周産期の母親が精神的に不安定になってしまうことは、一定の確率で生じます。しかし、これまで母親が周産期にうつになったり、精神的に不安定になることが、子どもの発達にどのような影響を与えるのか、明確な回答がありませんでした。今回はメタアナリシスを通じ、疑問を明らかにしています。

Rogers A, Obst S, Teague SJ, et al. Association Between Maternal Perinatal Depression and Anxiety and Child and Adolescent Development: A Meta-analysis. JAMA Pediatr. Published online September 14, 2020. doi:10.1001/jamapediatrics.2020.2910

周産期うつと子どもの発達の関係を調べた初めてのメタアナリシス

妊産婦の周産期うつ病と不安と子孫の発達との関連には広く関心が寄せられていますが、乳児期から青年期までの長期的な発達転帰に関する系統的、メタ分析的なレビューはこれまで行われていません。

そこで、妊産婦の周産期うつ病と不安、18歳になる子どもとの社会的・情緒的、認知的、言語的、運動的、適応性との関連について、現存する文献の包括的な系統的レビューおよびメタ分析が行われました。

191の論文が対象になりました

一定の方法によって抽出された 27 212 件の論文のうち、 191 件がメタアナリシスの対象となりました。

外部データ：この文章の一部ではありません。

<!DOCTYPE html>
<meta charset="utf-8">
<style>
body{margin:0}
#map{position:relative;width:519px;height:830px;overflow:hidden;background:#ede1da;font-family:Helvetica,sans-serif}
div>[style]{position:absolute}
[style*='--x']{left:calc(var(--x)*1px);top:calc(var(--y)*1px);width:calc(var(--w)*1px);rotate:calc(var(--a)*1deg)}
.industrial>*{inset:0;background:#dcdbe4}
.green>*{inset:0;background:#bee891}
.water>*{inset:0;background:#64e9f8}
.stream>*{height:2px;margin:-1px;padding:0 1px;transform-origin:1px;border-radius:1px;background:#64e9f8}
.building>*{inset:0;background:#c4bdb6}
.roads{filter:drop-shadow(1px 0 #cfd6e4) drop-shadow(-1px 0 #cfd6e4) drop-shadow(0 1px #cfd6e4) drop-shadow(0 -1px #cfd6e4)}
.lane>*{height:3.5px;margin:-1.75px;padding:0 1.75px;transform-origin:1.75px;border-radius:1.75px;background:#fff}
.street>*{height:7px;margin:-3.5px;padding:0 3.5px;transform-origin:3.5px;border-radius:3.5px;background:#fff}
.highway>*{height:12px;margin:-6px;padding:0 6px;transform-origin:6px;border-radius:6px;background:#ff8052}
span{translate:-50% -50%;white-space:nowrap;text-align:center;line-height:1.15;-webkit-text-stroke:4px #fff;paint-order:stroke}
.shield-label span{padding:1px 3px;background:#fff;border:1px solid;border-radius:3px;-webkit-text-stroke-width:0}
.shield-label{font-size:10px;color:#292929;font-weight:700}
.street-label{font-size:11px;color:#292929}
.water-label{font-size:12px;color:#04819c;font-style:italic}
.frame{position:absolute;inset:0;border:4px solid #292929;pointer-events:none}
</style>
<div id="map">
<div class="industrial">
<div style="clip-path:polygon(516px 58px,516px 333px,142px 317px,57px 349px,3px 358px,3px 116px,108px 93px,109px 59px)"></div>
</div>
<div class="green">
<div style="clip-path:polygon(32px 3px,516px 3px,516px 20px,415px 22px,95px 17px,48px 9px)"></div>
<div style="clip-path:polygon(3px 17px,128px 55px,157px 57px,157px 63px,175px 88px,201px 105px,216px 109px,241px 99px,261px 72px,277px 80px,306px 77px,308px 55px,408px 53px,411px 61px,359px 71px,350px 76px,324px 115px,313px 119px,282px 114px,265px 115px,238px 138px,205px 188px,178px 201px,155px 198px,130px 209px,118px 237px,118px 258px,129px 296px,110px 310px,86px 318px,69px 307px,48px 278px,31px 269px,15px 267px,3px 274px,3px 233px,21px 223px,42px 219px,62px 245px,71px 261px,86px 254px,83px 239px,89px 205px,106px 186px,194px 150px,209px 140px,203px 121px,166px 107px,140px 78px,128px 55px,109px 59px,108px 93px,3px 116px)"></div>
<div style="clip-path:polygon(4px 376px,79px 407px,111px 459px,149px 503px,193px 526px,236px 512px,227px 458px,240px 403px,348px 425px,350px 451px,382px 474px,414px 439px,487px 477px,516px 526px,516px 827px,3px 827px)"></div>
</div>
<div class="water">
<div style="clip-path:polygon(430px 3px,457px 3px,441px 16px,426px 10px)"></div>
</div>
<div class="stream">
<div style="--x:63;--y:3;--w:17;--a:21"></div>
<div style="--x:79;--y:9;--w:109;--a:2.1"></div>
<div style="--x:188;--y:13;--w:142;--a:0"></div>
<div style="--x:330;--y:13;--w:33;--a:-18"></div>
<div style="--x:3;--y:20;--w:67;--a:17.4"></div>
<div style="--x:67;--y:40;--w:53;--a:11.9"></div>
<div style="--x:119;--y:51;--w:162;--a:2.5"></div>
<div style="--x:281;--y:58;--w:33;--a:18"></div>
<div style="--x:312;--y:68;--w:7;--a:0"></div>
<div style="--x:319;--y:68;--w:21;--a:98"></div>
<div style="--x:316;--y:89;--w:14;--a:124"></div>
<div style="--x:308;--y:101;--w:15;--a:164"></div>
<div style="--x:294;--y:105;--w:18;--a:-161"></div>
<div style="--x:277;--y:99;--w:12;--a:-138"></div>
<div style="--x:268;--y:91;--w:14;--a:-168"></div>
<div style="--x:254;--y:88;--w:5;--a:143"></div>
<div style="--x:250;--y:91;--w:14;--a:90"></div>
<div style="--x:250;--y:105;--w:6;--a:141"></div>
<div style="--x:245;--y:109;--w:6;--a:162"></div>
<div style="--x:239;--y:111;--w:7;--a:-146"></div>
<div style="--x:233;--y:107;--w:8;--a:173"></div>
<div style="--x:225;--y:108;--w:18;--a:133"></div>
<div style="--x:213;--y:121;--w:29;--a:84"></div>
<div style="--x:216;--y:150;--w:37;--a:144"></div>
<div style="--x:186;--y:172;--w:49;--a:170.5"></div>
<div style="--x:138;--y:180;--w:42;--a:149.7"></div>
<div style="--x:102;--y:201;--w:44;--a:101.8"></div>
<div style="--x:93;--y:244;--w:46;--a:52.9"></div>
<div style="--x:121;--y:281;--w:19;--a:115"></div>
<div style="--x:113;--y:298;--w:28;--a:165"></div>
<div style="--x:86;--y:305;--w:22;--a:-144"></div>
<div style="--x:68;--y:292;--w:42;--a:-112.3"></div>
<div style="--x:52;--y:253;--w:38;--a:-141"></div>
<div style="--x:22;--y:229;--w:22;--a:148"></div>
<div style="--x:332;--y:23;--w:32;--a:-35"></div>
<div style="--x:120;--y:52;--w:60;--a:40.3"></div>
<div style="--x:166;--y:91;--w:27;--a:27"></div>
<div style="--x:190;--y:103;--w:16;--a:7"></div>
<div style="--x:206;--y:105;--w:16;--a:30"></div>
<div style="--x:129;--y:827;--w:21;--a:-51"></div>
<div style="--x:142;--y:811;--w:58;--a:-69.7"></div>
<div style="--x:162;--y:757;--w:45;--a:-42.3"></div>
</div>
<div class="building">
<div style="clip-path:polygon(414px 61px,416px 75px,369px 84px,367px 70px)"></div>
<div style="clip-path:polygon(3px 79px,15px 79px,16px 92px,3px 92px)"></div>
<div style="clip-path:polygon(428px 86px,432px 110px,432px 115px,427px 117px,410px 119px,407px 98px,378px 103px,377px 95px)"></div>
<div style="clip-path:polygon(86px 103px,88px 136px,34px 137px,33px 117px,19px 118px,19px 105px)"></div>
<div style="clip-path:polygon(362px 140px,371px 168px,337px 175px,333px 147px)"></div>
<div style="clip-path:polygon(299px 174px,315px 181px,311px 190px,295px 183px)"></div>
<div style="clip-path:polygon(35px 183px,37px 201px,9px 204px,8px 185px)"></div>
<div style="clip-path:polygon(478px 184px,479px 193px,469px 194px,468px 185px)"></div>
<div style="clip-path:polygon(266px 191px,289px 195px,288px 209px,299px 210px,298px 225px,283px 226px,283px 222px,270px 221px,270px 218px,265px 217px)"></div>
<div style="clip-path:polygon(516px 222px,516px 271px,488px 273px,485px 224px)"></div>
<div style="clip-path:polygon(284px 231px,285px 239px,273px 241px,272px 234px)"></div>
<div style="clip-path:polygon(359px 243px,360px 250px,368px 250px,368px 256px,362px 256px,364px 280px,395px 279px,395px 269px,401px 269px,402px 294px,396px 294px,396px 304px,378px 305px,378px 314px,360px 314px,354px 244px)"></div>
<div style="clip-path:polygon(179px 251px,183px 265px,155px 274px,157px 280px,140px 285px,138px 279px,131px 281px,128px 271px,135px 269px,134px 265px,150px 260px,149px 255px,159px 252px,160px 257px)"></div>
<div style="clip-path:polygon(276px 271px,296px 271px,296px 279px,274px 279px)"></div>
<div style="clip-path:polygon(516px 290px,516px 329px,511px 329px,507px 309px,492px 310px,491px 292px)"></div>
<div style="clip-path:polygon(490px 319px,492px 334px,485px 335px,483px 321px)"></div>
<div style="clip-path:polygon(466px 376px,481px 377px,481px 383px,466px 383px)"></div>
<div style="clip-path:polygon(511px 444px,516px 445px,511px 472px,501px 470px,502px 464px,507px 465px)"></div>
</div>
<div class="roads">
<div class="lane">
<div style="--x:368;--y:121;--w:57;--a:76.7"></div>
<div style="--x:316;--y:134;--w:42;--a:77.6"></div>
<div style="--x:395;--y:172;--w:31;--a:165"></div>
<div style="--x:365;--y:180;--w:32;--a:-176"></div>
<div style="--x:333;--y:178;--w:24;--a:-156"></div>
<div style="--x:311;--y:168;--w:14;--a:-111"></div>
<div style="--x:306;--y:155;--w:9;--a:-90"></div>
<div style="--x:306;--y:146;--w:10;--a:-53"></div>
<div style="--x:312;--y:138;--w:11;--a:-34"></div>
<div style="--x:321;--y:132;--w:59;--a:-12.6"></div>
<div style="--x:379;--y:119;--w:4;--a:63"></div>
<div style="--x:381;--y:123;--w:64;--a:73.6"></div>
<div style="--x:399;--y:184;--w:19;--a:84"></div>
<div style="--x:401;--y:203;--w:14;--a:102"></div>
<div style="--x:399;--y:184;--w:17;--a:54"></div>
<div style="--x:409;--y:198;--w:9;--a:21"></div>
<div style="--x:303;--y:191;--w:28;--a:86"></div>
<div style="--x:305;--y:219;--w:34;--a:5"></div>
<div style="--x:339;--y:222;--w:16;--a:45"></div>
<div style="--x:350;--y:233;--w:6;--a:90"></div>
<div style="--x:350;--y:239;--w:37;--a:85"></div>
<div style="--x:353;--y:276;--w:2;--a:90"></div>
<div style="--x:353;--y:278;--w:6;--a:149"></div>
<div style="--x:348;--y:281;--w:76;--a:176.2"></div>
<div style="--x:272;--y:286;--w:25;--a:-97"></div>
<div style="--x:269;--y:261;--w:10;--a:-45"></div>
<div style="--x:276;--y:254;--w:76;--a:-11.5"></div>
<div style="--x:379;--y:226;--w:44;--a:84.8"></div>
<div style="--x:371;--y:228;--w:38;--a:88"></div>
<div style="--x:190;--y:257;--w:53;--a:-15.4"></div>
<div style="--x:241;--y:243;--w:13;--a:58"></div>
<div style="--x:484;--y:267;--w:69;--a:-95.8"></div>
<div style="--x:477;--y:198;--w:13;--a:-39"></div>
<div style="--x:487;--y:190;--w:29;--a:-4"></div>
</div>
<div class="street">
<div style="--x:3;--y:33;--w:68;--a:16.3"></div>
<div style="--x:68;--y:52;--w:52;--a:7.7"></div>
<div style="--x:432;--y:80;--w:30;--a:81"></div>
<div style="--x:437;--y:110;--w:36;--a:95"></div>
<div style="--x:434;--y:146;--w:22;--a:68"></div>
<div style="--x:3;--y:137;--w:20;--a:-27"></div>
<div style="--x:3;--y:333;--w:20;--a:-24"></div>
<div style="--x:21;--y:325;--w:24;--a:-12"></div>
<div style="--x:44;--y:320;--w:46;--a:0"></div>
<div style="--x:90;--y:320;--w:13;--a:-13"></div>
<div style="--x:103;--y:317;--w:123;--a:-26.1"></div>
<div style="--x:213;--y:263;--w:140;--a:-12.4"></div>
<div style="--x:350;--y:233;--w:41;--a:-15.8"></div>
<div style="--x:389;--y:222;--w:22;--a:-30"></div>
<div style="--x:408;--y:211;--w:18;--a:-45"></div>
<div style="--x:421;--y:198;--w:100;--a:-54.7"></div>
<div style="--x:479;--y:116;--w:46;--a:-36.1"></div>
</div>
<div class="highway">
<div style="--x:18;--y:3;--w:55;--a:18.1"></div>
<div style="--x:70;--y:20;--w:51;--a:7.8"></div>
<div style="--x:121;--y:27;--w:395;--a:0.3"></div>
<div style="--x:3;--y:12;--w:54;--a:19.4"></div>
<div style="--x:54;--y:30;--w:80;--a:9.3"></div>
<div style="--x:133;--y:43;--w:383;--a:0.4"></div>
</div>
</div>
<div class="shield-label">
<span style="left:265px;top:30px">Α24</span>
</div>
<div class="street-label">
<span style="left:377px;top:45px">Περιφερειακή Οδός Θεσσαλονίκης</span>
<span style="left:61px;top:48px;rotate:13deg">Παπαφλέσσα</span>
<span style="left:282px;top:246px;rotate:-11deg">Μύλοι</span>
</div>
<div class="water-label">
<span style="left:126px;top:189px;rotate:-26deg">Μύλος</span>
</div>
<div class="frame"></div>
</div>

主要アウトカムは、生後 18 年間の子どもの社会性・情緒、認知、言語、運動、適応能力の発達が含まれました。

母親の周産期うつは子どもの社会性-情動、認知、言語、運動、適応行動の発達の低下と関連していた

191件の研究を精査したところ、母親の周産期うつ病および不安は、子どもの社会性-情緒(出生前、r = 0.21 [95%CI、0.16-0.27];産後、r = 0.24 [95%CI、0.19-0.28])、認知(出生前、r = -0.12 [95%CI、-0.19-0.05];産後、r = -0.25 [95%CI、-0.39-0. 09])、言語(出生前、r = -0.11 [95%CI、-0.20~0.02];産後、r = -0.22 [95%CI、-0.40~0.03])、運動(出生前、r = -0.07 [95%CI、-0.18~0.03];産後、r = -0.07 [95%CI、-0.16~0.03])、および適応行動の発達(出生前、r = -0.26 [95%CI、-0.39~-0.12])となっていました。

この所見は乳児期を超えて、小児期および青年期にまで拡大していました。

母親の周産期うつ病および不安が、子どもの発育に悪影響を及ぼしていることを示唆しています。

したがって、母親は次世代の子孫の健康と幸福を支援するために、予防および早期介入のための重要なターゲットになります。